The digital copies can then be moved, edited and manipulated as if they were on a tablet or large touchscreen.
Fujitsu said it hoped to release a commercial version of the imaging technology in 2014.
The camera and projector forming the system are built into a stand that sits on a tabletop and monitors documents and the fingers of users in front of them. The cameras spot where fingers are placed and uses software to interpret what people want to do to the map, sticky note, photograph or other paper document.
A projector projects virtual buttons on to the tabletop that people can press with a fingertip to start copying or to perform other actions. The projector also illuminates the sections people want to highlight and projects copies of the text or image they want to grab.

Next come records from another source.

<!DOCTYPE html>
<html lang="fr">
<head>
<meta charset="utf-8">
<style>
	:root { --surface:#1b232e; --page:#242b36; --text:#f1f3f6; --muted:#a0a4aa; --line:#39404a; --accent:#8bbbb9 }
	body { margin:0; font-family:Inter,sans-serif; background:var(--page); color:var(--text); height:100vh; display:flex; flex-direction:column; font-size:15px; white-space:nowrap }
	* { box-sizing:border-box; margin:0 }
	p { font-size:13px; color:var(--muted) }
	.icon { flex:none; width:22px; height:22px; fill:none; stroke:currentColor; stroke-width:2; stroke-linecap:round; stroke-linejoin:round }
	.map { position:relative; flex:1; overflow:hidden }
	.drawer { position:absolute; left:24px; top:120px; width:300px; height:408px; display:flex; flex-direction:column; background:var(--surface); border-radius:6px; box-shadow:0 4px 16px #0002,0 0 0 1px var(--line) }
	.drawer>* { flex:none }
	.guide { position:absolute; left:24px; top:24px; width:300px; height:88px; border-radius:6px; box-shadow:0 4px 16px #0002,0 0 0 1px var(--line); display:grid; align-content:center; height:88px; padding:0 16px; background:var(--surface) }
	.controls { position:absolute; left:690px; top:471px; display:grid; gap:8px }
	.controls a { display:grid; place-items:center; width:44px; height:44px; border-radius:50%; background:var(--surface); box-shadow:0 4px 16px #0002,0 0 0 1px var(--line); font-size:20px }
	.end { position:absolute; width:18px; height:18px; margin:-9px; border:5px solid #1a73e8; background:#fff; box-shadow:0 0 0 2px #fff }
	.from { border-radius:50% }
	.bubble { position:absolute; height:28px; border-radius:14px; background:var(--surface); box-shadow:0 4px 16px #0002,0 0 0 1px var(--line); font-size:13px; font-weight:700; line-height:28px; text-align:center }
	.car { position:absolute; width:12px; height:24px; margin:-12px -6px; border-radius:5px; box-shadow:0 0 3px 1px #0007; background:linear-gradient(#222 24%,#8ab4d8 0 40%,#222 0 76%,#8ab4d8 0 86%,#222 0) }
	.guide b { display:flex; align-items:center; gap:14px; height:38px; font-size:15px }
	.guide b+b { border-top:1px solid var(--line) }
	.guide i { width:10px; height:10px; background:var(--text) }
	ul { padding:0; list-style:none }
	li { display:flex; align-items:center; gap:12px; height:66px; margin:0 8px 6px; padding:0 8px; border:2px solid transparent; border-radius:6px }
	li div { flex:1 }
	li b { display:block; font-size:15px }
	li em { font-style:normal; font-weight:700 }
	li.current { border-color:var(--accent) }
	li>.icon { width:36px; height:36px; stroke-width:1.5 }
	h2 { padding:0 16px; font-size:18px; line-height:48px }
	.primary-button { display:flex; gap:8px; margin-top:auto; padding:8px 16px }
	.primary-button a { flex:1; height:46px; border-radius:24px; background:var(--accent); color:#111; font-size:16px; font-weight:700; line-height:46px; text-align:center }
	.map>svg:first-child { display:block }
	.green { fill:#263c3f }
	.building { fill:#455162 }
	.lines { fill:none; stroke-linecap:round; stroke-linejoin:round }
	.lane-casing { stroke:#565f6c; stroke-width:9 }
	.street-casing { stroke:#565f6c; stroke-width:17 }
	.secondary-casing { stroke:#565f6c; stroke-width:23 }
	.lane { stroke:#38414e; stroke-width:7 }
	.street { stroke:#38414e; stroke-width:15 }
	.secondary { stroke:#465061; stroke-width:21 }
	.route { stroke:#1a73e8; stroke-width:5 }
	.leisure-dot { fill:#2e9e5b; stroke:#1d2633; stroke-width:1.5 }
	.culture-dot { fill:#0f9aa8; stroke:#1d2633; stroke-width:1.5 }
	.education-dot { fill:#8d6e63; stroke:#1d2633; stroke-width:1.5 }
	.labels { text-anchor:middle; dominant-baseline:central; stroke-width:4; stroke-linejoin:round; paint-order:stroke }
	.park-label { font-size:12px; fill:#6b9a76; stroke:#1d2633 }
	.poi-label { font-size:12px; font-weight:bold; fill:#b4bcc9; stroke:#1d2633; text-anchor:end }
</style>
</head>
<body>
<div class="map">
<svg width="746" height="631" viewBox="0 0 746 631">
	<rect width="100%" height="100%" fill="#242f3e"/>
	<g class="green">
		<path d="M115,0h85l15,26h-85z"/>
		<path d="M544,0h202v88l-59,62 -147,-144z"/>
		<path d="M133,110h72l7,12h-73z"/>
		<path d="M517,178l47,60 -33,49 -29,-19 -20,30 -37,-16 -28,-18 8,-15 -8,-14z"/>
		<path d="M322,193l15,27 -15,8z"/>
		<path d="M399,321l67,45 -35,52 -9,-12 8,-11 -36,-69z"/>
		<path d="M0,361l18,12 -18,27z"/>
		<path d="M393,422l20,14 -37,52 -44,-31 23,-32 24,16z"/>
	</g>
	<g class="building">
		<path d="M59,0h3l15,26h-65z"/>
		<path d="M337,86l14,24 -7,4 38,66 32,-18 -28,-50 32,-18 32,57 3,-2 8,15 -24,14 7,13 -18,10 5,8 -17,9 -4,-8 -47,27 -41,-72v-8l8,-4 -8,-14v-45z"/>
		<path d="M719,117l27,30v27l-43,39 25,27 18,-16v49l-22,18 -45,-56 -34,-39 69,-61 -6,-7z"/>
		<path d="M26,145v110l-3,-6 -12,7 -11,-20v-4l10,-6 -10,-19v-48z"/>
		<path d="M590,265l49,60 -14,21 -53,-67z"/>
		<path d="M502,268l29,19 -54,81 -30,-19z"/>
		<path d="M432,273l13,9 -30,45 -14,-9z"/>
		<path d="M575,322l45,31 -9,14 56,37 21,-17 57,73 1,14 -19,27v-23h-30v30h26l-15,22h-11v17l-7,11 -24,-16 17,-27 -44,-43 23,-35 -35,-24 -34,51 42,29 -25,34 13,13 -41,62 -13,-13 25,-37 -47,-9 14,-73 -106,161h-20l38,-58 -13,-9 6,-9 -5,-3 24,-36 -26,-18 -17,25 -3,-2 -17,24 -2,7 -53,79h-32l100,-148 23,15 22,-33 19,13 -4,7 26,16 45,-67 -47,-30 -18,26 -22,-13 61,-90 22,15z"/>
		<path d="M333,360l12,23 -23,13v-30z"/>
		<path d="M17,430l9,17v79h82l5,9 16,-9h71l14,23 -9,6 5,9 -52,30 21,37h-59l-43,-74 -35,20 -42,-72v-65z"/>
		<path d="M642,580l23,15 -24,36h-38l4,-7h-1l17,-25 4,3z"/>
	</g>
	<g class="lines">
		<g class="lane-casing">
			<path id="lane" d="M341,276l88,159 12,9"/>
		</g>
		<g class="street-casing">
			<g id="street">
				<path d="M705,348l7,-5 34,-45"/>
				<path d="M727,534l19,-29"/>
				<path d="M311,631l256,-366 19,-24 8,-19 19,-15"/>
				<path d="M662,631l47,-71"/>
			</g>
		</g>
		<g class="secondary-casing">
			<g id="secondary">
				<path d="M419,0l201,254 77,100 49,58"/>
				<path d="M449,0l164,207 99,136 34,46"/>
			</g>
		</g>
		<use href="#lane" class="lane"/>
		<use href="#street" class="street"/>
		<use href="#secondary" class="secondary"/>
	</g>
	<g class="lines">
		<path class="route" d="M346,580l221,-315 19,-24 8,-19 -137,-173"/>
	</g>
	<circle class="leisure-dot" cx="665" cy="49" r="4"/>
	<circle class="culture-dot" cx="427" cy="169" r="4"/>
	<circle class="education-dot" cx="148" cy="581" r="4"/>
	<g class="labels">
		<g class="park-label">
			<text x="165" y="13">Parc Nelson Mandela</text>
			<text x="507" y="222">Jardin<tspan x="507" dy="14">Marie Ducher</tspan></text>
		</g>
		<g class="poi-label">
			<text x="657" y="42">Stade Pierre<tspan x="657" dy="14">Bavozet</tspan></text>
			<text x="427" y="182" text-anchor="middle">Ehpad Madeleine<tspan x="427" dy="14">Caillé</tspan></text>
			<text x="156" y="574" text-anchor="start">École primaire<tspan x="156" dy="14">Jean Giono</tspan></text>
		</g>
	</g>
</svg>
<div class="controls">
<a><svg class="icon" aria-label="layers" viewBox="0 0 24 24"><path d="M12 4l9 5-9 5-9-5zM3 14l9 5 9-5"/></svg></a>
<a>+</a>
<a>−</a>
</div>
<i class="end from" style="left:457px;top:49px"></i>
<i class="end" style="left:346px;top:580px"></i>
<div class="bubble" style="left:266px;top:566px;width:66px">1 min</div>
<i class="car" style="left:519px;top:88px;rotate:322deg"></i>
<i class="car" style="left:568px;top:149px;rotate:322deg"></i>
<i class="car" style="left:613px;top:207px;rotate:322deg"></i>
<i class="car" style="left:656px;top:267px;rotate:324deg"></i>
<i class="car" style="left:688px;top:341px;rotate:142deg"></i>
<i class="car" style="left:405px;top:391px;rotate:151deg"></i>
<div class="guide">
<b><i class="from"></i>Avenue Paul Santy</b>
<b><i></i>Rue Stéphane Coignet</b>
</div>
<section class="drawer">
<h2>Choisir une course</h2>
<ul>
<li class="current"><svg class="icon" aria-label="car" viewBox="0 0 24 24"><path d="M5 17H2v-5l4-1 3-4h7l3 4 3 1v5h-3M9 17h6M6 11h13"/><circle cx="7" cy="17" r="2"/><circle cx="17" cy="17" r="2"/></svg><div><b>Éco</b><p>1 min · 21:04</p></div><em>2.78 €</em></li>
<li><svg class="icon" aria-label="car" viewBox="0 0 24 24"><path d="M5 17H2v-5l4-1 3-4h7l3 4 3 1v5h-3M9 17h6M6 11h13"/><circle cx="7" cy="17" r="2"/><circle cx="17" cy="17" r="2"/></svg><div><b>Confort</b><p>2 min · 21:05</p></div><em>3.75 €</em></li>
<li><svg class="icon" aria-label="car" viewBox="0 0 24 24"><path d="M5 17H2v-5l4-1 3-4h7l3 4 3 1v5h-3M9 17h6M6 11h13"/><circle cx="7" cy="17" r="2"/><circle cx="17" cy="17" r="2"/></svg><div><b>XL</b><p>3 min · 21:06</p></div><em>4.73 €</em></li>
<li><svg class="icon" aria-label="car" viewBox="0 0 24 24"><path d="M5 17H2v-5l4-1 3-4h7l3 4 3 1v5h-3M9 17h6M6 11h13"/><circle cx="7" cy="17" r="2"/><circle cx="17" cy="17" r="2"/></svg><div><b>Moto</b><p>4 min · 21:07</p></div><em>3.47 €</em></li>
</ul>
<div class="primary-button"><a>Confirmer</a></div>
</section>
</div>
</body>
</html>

Virtual copies of items can be “stored” to one side of the table and then moved around, expanded, shrunk and manipulated by a user. Fujitsu said the system could be useful for helping to organise notes from meetings or research projects.
One key breakthrough, it said, was using cameras offset from each other slightly. This helped them get a much better idea of where fingers were in order to spot accurately what a user wanted to highlight or copy.
Fujitsu said its system could be used as a way to enhance current computer interface systems or, eventually, to replace the keyboard and mouse. Prior attempts to do this, it said, had relied on expensive sensors but its system used off-the-shelf projectors and cameras, even webcams, suggesting any commercial model would be easy to produce.